Using keyboard shortcuts is a key practice for making advanced users productive. The Open Data Editor project provides as many shortcuts as possible.

Color Coding

The Open Data Editor project uses consistent color coding system accross the application. The main colors are:

blue: actions
yellow: visual selections
orange: attention (potentially destructive actions)
green: valid state
red: invalid state
grey: disabled

Weaknesses Analysis

Here are the list of some potential weaknesses of the Open Data Editor architecture:

Python Dependency

Historically, the project relied on the frictionless-py framework for all tabular data operations. Although frictionless-py is battle-tested library it has its own limitations regarding perfomance, maintance and, generally speaking, legacy approaches that are used in its data-processing and data-modelling architecture.
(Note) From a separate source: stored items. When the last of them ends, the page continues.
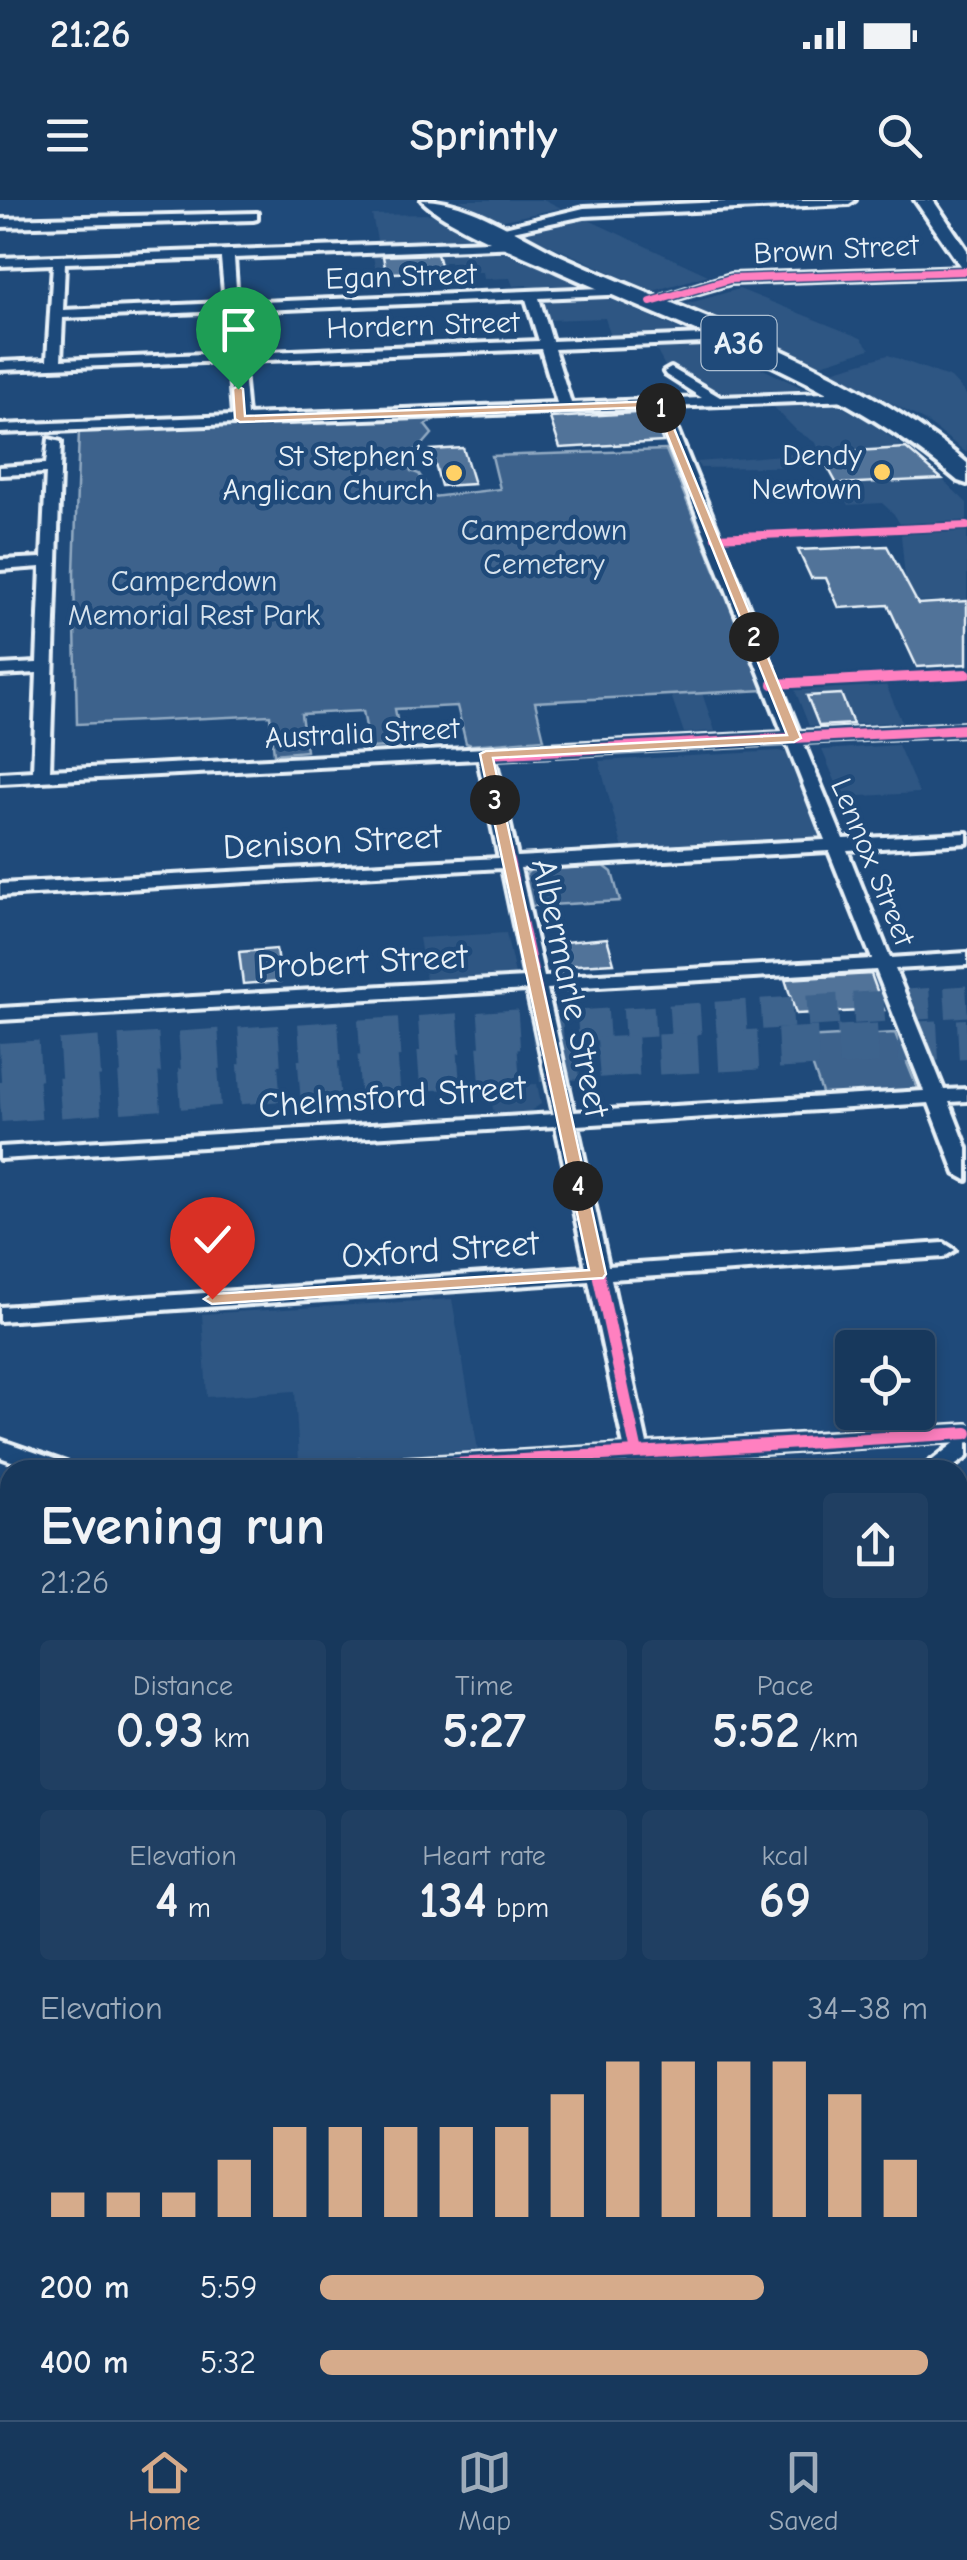 <!DOCTYPE html>
<html lang="en">
<head>
<meta charset="utf-8">
<style>
	body { margin:0; font-family:"Comic Neue",sans-serif; background:#203f62; color:#f1f3f6; height:100vh; display:flex; flex-direction:column; font-size:38px; white-space:nowrap }
	* { box-sizing:border-box; margin:0 }
	p { font-size:32px; color:#9eacbb }
	.icon { flex:none; width:55px; height:55px; fill:none; stroke:currentColor; stroke-width:2; stroke-linecap:round; stroke-linejoin:round }
	.map { position:relative; flex:1; overflow:hidden }
	.drawer { position:absolute; left:0px; top:1260px; width:968px; height:960px; display:flex; flex-direction:column; background:#17385c; border-radius:30px 30px 0 0; box-shadow:0 5px 15px #0003,0 0 0 2px #365272 }
	.drawer>* { flex:none }
	.fabs { position:absolute; left:835px; top:1130px; display:grid; gap:20px }
	.fabs a { display:grid; place-items:center; width:100px; height:100px; border-radius:10px; background:#17385c; box-shadow:0 5px 15px #0003,0 0 0 2px #365272; font-size:50px }
	.pin { position:absolute; display:grid; place-items:center; width:85px; height:85px; color:#fff; margin:-102px -42px; border-radius:50% 50% 50% 0; rotate:-45deg; box-shadow:0 0 10px #0007 }
	.pin .icon { rotate:45deg }
	.km { position:absolute; width:50px; height:50px; margin:-25px; border-radius:50%; background:#222; color:#fff; font-size:28px; line-height:50px; text-align:center }
	.round { display:grid; place-items:center; flex:none; width:105px; height:105px; border-radius:10px; background:#203f62 }
	.summary { display:flex; align-items:center; justify-content:space-between; height:170px; padding:0 40px }
	h1 { font-size:55px; font-weight:700; line-height:75px }
	.stats { display:grid; grid-template-columns:repeat(3,1fr); gap:15px; height:170px; padding:10px 40px }
	.stats div { display:grid; align-content:center; border-radius:10px; background:#203f62; text-align:center }
	.stats b { font-size:50px; font-weight:700 }
	.stats small { font-size:28px; font-weight:400 }
	.stats p { font-size:28px }
	.chart { height:280px; padding:20px 40px }
	.chart p { display:flex; justify-content:space-between }
	.chart svg { width:100%; height:180px; margin-top:10px; stroke:#d6ab8b; stroke-width:6 }
	ul { padding:0 40px; list-style:none; font-size:32px }
	li { display:grid; grid-template-columns:160px 120px 1fr; align-items:center; height:75px }
	li i { height:25px; border-radius:12px; background:#d6ab8b }
	.status { display:flex; justify-content:space-between; align-items:center; height:70px; padding:0 50px; background:#17385c; direction:ltr }
	.status svg { height:28px; fill:currentColor }
	header { display:flex; justify-content:space-between; align-items:center; height:130px; padding:0 40px; background:#17385c; font-size:45px; font-weight:700 }
	.dock { display:flex; justify-content:space-around; align-items:center; height:140px; border-top:2px solid #365272; background:#17385c; font-size:28px; color:#9eacbb }
	.dock a { display:grid; justify-items:center; gap:5px }
	.dock .current { color:#d6ab8b }
	.map>svg:first-child { display:block }
</style>
</head>
<body>
<div class="status"><b>21:26</b><svg viewBox="0 0 49 12"><path d="M0 12V9h3v3zM5 12V6h3v6zM10 12V3h3v9zM15 12V0h3v12zM26 1h20v11H26zM47 4h2v5h-2z"/></svg></div>
<header><svg class="icon" aria-label="menu" viewBox="0 0 24 24"><path d="M4 6h16M4 12h16M4 18h16"/></svg>Sprintly<svg class="icon" aria-label="search" viewBox="0 0 24 24"><circle cx="10" cy="10" r="6"/><path d="M15 15l6 6"/></svg></header>
<div class="map">
<svg width="967" height="2220" viewBox="0 0 967 2220">
	<rect width="100%" height="100%" fill="#1f4a7a"/>
	<filter id="ink" filterUnits="userSpaceOnUse"><feTurbulence type="fractalNoise" baseFrequency=".01" numOctaves="2"/><feDisplacementMap in="SourceGraphic" scale="20" xChannelSelector="R" yChannelSelector="G"/><feConvolveMatrix kernelMatrix="1 2 1 2 8 2 1 2 1" color-interpolation-filters="sRGB"/></filter>
	<g filter="url(#ink)">
		<path fill="#2e5683" d="M 460,0 L 545,0 L 561,8 L 499,21 Z
			M 431,14 L 485,42 L 378,45 L 372,15 Z
			M 582,17 L 708,75 L 653,91 L 523,33 Z
			M 505,48 L 592,90 L 526,93 L 527,85 L 513,86 L 510,78 L 484,79 L 483,72 L 473,72 L 471,64 L 455,62 L 444,62 L 442,72 L 377,76 L 372,52 Z
			M 739,89 L 861,138 L 870,149 L 818,165 L 686,104 Z
			M 606,97 L 695,136 L 612,140 L 605,118 L 548,120 L 541,99 Z
			M 711,144 L 813,193 L 718,196 L 666,168 L 654,146 Z
			M 888,155 L 951,178 L 963,191 L 967,196 L 967,253 L 925,221 L 832,171 Z
			M 832,202 L 867,220 L 922,260 L 967,303 L 967,401 L 917,401 L 905,378 L 900,324 L 894,314 L 882,303 L 848,305 L 826,266 L 700,268 L 697,262 L 820,252 L 816,243 L 796,230 L 772,205 Z
			M 886,485 L 902,522 L 809,526 L 795,490 Z
			M 702,493 L 715,531 L 684,533 L 671,495 Z
			M 898,545 L 919,593 L 842,597 L 822,550 Z
			M 779,551 L 790,554 L 821,639 L 623,649 L 599,561 Z
			M 506,733 L 515,775 L 426,780 L 419,738 Z
			M 537,884 L 541,904 L 529,912 L 494,913 L 488,886 Z
			M 452,1099 L 478,1250 L 299,1261 L 295,1191 L 207,1197 L 202,1114 Z"/>
		<path fill="#3c628c" stroke="#92aac2" stroke-width="2.5" d="M 427,215 L 433,220 L 425,225 L 432,234 L 419,249 L 404,254 L 411,271 L 419,274 L 426,285 L 417,294 L 424,298 L 500,289 L 492,256 L 666,250 L 764,490 L 535,502 L 544,539 L 471,545 L 466,543 L 457,506 L 395,509 L 402,546 L 370,548 L 363,511 L 301,514 L 306,551 L 274,554 L 270,515 L 77,524 L 74,373 L 79,231 Z
			M 604,666 L 612,672 L 620,701 L 532,706 L 525,675 L 530,670 Z
			M 895,833 L 918,890 L 823,896 L 803,838 Z"/>
		<path fill="#517399" stroke="#e8f1f8" stroke-width="2.5" d="M 437,54 L 442,72 L 386,73 L 383,56 Z
			M 652,212 L 663,242 L 560,248 L 550,218 Z
			M 463,248 L 474,284 L 441,286 L 431,250 Z
			M 906,248 L 942,279 L 837,284 L 820,253 Z
			M 887,346 L 918,404 L 967,401 L 967,464 L 917,467 L 888,405 L 839,408 L 826,378 L 811,378 L 798,350 Z
			M 841,494 L 853,524 L 819,526 L 807,496 Z
			M 607,738 L 614,763 L 558,766 L 553,743 Z
			M 276,749 L 280,781 L 243,784 L 239,752 Z
			M 871,774 L 884,810 L 796,814 L 785,779 Z"/>
		<g fill="none" stroke-linecap="round" stroke-linejoin="round">
			<path stroke="#3d638d" stroke-width="31" stroke-dasharray="31 15" stroke-linecap="butt" d="M 486,832 L 967,801"/>
			<path stroke="#3d638d" stroke-width="40" stroke-dasharray="40 20" stroke-linecap="butt" d="M 0,863 L 525,829
				M 0,902 L 608,857 L 967,839"/>
			<defs>
				<path id="street" d="M 770,0 L 855,0 L 849,4 L 584,16 L 494,35 L 488,31 L 584,8 Z
					M 257,13 L 257,19 L 253,20 L 0,27 L 0,19 Z
					M 519,40 L 523,41 L 523,47 L 234,58 L 237,103 L 627,87 L 631,88 L 631,94 L 539,98 L 552,141 L 729,134 L 736,138 L 729,142 L 554,149 L 571,203 L 702,198 L 666,175 L 664,172 L 671,168 L 720,197 L 852,192 L 859,196 L 852,200 L 668,207 L 799,532 L 967,524 L 967,534 L 803,542 L 843,639 L 967,633 L 967,643 L 847,650 L 890,758 L 967,753 L 967,765 L 895,769 L 944,890 L 967,889 L 967,901 L 949,902 L 967,948 L 967,980 L 956,974 L 929,903 L 577,925 L 608,1066 L 944,1043 L 955,1050 L 944,1057 L 611,1079 L 647,1244 L 967,1225 L 967,1257 L 949,1270 L 920,1270 L 957,1241 L 651,1260 L 653,1270 L 629,1270 L 627,1262 L 488,1270 L 343,1270 L 355,1262 L 624,1246 L 589,1081 L 0,1121 L 0,1107 L 586,1067 L 556,926 L 0,959 L 0,947 L 554,914 L 527,790 L 0,820 L 0,808 L 525,778 L 502,668 L 0,696 L 0,684 L 499,658 L 478,559 L 0,583 L 0,573 L 33,571 L 37,473 L 0,475 L 0,465 L 37,463 L 41,367 L 0,370 L 0,360 L 42,358 L 46,273 L 0,275 L 0,267 L 46,264 L 49,239 L 61,242 L 50,570 L 783,533 L 655,208 L 0,233 L 0,225 L 233,216 L 229,161 L 0,170 L 0,162 L 47,160 L 53,64 L 0,66 L 0,58 ZM 221,58 L 225,103 L 63,110 L 65,63 ZM 526,99 L 539,141 L 241,153 L 238,111 ZM 225,111 L 228,153 L 61,160 L 63,118 ZM 541,149 L 557,203 L 247,215 L 242,161 ZM 787,543 L 825,640 L 517,657 L 495,558 ZM 829,651 L 872,759 L 544,777 L 520,668 ZM 876,770 L 924,891 L 574,912 L 547,789 Z
					M 967,67 L 966,75 L 731,83 L 651,106 L 645,102 L 730,75 Z
					M 0,1240 L 69,1264 L 73,1270 L 37,1270 L 0,1257 Z
					M 10,1400 L 10,1428 L 0,1432 L 0,1404 Z
					M 10,1499 L 10,1519 L 0,1520 L 0,1500 Z
					M 958,1653 L 967,1656 L 967,1680 L 958,1677 Z
					M 10,1882 L 10,1912 L 0,1916 L 0,1886 Z
					M 10,2195 L 10,2210 L 28,2210 L 23,2220 L 0,2220 L 0,2199 Z"/>
				<path id="secondary" d="M 915,0 L 933,0 L 967,50 L 967,68 L 961,67 Z"/>
				<path id="highway" d="M 422,0 C 472,0 523,39 568,59 C 702,119 854,167 967,263 L 967,284 L 958,281 C 843,182 694,133 558,71 C 525,56 445,25 422,0 Z"/>
			</defs>
			<use href="#street" stroke="#e8f1f8" stroke-width="8"/>
			<use href="#secondary" stroke="#e8f1f8" stroke-width="8"/>
			<use href="#highway" stroke="#e8f1f8" stroke-width="8"/>
			<use href="#street" fill="#1f4a7a" fill-rule="evenodd"/>
			<use href="#secondary" fill="#1f4a7a" fill-rule="evenodd"/>
			<use href="#highway" fill="#1f4a7a" fill-rule="evenodd"/>
			<path stroke="#e8f1f8" stroke-width="8" stroke-dasharray="15 8" stroke-linecap="butt" d="M 958,1302 L 967,1295
				M 958,1326 L 967,1319
				M 958,1363 L 967,1356
				M 958,1382 L 967,1375"/>
			<path stroke="#e8f1f8" stroke-width="10" stroke-dasharray="20 10" stroke-linecap="butt" d="M 0,1954 L 10,1944
				M 0,1982 L 10,1972
				M 0,2016 L 10,2006
				M 0,2047 L 10,2037
				M 0,2076 L 10,2066
				M 0,2103 L 10,2093"/>
			<defs>
				<path id="cycleway-far2" d="M 651,102 L 730,79 L 966,71
					M 715,337 L 967,326"/>
				<path id="cycleway-far1" d="M 773,484 L 967,474
					M 546,832 L 486,554 L 967,529"/>
				<path id="cycleway" d="M 545,829 L 637,1253
					M 355,1270 L 967,1233"/>
			</defs>
			<use href="#cycleway-far2" stroke="#1f4a7a" stroke-width="11"/>
			<use href="#cycleway-far1" stroke="#1f4a7a" stroke-width="15"/>
			<use href="#cycleway" stroke="#1f4a7a" stroke-width="19"/>
			<use href="#cycleway-far2" stroke="#ff80c0" stroke-width="8"/>
			<use href="#cycleway-far1" stroke="#ff80c0" stroke-width="10"/>
			<use href="#cycleway" stroke="#ff80c0" stroke-width="12"/>
		</g>
	</g>
	<path fill="#d6ab8b" stroke="#fff" stroke-width="2.5" d="M 238,186 L 243,189 L 245,216 L 660,201 L 664,204 L 801,538 L 794,542 L 493,558 L 606,1074 L 603,1078 L 212,1104 L 204,1099 L 212,1094 L 589,1070 L 480,554 L 486,551 L 787,535 L 656,207 L 240,222 L 235,219 L 233,189 Z"/>
	<g fill="#ffd166" stroke="#1f4a7a" stroke-width="4">
		<circle cx="882" cy="272" r="10"/>
		<circle cx="454" cy="273" r="10"/>
	</g>
	<g text-anchor="middle" stroke-width="9" stroke-linejoin="round" paint-order="stroke">
		<g font-size="30" fill="#e8f1f8" stroke="#1f4a7a">
			<text transform="translate(836 49) rotate(-3)" y="10">Brown Street</text>
			<text transform="translate(401 76) rotate(-2)" y="10">Egan Street</text>
			<text transform="translate(423 125) rotate(-2)" y="10">Hordern Street</text>
			<text transform="translate(362 533) rotate(-3)" y="10">Australia Street</text>
			<text transform="translate(873 662) rotate(68)" y="10">Lennox Street</text>
		</g>
		<g font-size="30" fill="#e8f1f8" stroke="#1f4a7a" text-anchor="end">
			<text x="862" y="265">Dendy<tspan x="862" dy="34">Newtown</tspan></text>
			<text x="434" y="266">St Stephen’s<tspan x="434" dy="34">Anglican Church</tspan></text>
		</g>
		<g font-size="30" fill="#d7e3ed" stroke="#1f4a7a">
			<text x="544" y="340">Camperdown<tspan x="544" dy="34">Cemetery</tspan></text>
			<text x="194" y="391">Camperdown<tspan x="194" dy="34">Memorial Rest Park</tspan></text>
		</g>
		<rect fill="#1f4a7a" stroke="#acbfd2" stroke-width="2.5" x="701.5" y="116" width="75" height="54" rx="8"/>
		<g font-size="32" font-weight="bold" fill="#e8f1f8">
			<text x="739" y="154">A36</text>
		</g>
		<g font-size="35" fill="#e8f1f8" stroke="#1f4a7a">
			<text transform="translate(332 641) rotate(-3)" y="12">Denison Street</text>
			<text transform="translate(362 761) rotate(-3)" y="12">Probert Street</text>
			<text transform="translate(571 788) rotate(78)" y="12">Albermarle Street</text>
			<text transform="translate(392 896) rotate(-4)" y="12">Chelmsford Street</text>
			<text transform="translate(440 1049) rotate(-4)" y="12">Oxford Street</text>
		</g>
	</g>
</svg>
<div class="fabs">
<a><svg class="icon" aria-label="locate" viewBox="0 0 24 24"><circle cx="12" cy="12" r="6"/><path d="M12 2v4M12 18v4M2 12h4M18 12h4"/></svg></a>
</div>
<div class="pin" style="left:238px;top:189px;background:#1e9e55"><svg class="icon" aria-label="arrive" viewBox="0 0 24 24"><path d="M6 21V4h12l-3 4 3 4H6"/></svg></div>
<div class="pin" style="left:212px;top:1099px;background:#d93025"><svg class="icon" aria-label="check" viewBox="0 0 24 24"><path d="M5 12l5 5 9-10"/></svg></div>
<b class="km" style="left:661px;top:208px">1</b>
<b class="km" style="left:754px;top:437px">2</b>
<b class="km" style="left:495px;top:600px">3</b>
<b class="km" style="left:578px;top:986px">4</b>
<section class="drawer">
<div class="summary"><div><h1>Evening run</h1><p>21:26</p></div><a class="round"><svg class="icon" aria-label="share" viewBox="0 0 24 24"><path d="M12 15V3M7 8l5-5 5 5M5 13v7h14v-7"/></svg></a></div>
<div class="stats">
<div><p>Distance</p><b>0.93<small> km</small></b></div>
<div><p>Time</p><b>5:27</b></div>
<div><p>Pace</p><b>5:52<small> /km</small></b></div>
</div>
<div class="stats">
<div><p>Elevation</p><b>4<small> m</small></b></div>
<div><p>Heart rate</p><b>134<small> bpm</small></b></div>
<div><p>kcal</p><b>69</b></div>
</div>
<div class="chart"><p><span>Elevation</span>34–38 m</p>
<svg viewBox="0 0 160 44" preserveAspectRatio="none"><path d="M5 44V38M15 44V38M25 44V38M35 44V30M45 44V22M55 44V22M65 44V22M75 44V22M85 44V22M95 44V14M105 44V6M115 44V6M125 44V6M135 44V6M145 44V14M155 44V30"/></svg>
</div>
<ul>
<li><b>200 m</b>5:59<i style="width:73%"></i></li>
<li><b>400 m</b>5:32<i style="width:100%"></i></li>
</ul>
</section>
</div>
<nav class="dock">
<a class="current"><svg class="icon" aria-label="home" viewBox="0 0 24 24"><path d="M3 11l9-7 9 7M6 9v11h12V9"/></svg>Home</a>
<a><svg class="icon" aria-label="map" viewBox="0 0 24 24"><path d="M3 6l6-2 6 2 6-2v14l-6 2-6-2-6 2zM9 4v14M15 6v14"/></svg>Map</a>
<a><svg class="icon" aria-label="saved" viewBox="0 0 24 24"><path d="M7 4h10v16l-5-4-5 4z"/></svg>Saved</a>
</nav>
</body>
</html>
Using frictionless-py also brings the whole Python environment to be installed and used for Open Data Editor to work properly. This is a significant limitation for the project as it makes the project less portable and more complex to setup. It creates a lot of issues with the Electron environment and makes the project less stable and not possible to be run without the Internet on the initialization stage.

Client Maturity

The client component is still not really mature. The client component is not fully tested and state management are work in progress, generally speaking, as the team tried different approaches to improve the workflows during the first development phase. The client component is also not fully optimized for accessibility.

The error handling is also not fully implemented in the client component making application crash on edge cases without an ability to recover the UI for the user.